• **Raw data**:
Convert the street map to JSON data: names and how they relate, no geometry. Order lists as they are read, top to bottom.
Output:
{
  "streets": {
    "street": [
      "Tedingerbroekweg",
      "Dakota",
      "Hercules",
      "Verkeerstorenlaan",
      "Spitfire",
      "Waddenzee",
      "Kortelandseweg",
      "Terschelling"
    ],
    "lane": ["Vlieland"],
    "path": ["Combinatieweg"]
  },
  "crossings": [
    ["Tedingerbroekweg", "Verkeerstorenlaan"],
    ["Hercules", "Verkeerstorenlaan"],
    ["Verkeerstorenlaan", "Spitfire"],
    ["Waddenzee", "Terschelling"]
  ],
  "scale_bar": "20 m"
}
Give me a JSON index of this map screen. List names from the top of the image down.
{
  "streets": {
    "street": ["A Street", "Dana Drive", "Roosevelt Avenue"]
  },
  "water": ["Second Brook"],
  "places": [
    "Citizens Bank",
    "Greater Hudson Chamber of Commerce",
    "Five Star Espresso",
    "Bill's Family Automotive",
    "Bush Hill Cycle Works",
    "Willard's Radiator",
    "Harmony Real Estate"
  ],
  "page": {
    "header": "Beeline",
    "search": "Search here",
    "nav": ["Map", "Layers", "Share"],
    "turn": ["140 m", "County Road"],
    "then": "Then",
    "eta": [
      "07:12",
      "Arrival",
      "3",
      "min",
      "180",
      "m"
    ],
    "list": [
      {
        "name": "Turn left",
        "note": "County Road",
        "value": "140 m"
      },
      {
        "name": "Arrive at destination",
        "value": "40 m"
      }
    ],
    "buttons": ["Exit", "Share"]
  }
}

• **Assigned task**: Note how many lines of the listing above include the word "Share", and respond with that number only.

• **Answer to the problem**: 2